On a des rêves et ils se cognent contre la réalité. On nous dit que ce monde n'autorise pas ce genre de rêve...
On voudrait revivre... ça veut dire on voudrait vivre, ses rêves...

"Et dans 150 ans, qu'en restera-t-il ?"
Des chansons nous accompagnent. Ainsi depuis déjà plus de 25 années, me revient régulièrement en tête "Quel que soit le temps que ça prenne. Quel que soit l'enjeu. Je veux être un homme heureux."

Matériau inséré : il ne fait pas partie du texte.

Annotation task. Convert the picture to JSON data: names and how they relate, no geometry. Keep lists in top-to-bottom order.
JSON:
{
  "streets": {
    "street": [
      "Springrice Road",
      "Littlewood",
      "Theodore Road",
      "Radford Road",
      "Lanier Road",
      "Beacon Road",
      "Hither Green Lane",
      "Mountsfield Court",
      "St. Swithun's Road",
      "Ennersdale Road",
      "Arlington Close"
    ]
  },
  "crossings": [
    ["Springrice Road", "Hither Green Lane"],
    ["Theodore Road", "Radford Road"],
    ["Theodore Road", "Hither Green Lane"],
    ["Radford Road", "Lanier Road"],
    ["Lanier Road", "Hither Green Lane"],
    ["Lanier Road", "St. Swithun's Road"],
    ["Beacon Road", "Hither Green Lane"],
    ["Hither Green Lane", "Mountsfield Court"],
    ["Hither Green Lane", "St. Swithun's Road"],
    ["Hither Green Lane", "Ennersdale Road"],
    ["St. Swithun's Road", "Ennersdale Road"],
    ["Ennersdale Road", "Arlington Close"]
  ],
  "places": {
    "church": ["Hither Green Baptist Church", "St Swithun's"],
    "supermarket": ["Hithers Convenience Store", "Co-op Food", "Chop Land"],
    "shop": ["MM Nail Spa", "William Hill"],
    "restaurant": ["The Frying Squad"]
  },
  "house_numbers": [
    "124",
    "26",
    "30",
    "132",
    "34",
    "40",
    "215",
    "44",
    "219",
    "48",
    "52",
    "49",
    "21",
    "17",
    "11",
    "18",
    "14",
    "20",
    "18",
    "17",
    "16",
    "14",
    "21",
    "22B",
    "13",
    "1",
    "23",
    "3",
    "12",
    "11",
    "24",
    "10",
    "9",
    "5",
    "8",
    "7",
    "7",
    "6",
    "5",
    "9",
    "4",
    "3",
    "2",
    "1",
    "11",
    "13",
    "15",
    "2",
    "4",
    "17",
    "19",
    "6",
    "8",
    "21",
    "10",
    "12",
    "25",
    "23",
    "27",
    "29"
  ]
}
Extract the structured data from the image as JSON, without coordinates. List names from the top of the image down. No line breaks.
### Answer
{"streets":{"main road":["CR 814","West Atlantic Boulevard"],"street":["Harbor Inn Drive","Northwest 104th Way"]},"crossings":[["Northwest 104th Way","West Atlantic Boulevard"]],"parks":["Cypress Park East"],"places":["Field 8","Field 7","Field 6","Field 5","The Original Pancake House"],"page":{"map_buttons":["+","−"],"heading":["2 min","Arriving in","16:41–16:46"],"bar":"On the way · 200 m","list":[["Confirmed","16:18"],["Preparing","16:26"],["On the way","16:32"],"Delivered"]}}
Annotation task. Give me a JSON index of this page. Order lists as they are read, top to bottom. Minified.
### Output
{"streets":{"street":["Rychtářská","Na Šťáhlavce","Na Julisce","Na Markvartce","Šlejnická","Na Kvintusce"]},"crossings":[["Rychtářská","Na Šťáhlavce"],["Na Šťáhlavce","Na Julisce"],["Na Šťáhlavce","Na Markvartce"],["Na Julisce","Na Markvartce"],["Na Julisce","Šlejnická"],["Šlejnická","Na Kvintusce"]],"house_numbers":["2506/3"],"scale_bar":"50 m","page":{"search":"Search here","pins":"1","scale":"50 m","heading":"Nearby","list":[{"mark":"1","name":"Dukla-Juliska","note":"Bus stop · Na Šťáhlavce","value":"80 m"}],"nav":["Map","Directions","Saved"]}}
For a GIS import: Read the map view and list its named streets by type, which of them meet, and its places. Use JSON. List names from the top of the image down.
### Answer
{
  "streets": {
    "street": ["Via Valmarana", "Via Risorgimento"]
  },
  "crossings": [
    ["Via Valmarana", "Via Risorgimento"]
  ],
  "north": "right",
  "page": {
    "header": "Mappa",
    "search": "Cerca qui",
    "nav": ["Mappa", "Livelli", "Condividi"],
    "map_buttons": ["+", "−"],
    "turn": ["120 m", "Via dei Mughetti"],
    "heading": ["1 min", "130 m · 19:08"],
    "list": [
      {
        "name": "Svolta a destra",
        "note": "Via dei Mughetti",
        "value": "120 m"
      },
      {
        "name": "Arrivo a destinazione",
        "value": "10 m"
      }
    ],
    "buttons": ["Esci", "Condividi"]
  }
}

J'en écrirai peut-être encore, des textes destinés à la chanson... Dans quelques jours sortira le 1er album de "Blondin et la Bande des terriens", intitulé, oh quelle coïncidence, "heureux ou riche ?"... Bonne écoute, longue vie...

On ne peut jamais prévoir les conséquences de nos actes.
Mais c'est, pour moi, un instant de vérité.
Autre chose est possible.
Moins de malentendus et de maladive méfiance.
Quand "toutes choses" se défont, on peut toucher du doigt l'inaccessible étoile...
Quand on se sent dans une impasse, sans possibilité du demi-tour ni marche arrière, il reste la possibilité de détruire la voiture pour essayer d'ouvrir un passage dans le mur.
Je fonce sur le mur. Voilà...
Je sais que le choc va détruire la voiture.
J'ignore la manière dont s'en sortira le conducteur... et ceux qui m'accompagnent...
Mais derrière ... "mais où sont passées les lumières qui nous guidaient".
Derrière le choc, il y a l'Essentiel.
Derrière le mur, c'est l'harmonie... ou l'agonie ?...
On en est là...
J'irai marcher. Au bord de l'eau.
Comme en ce dernier dimanche de février.
Y'a que mon sache où...
Un fantôme.
Une nouvelle variation autour du "Je est un autre."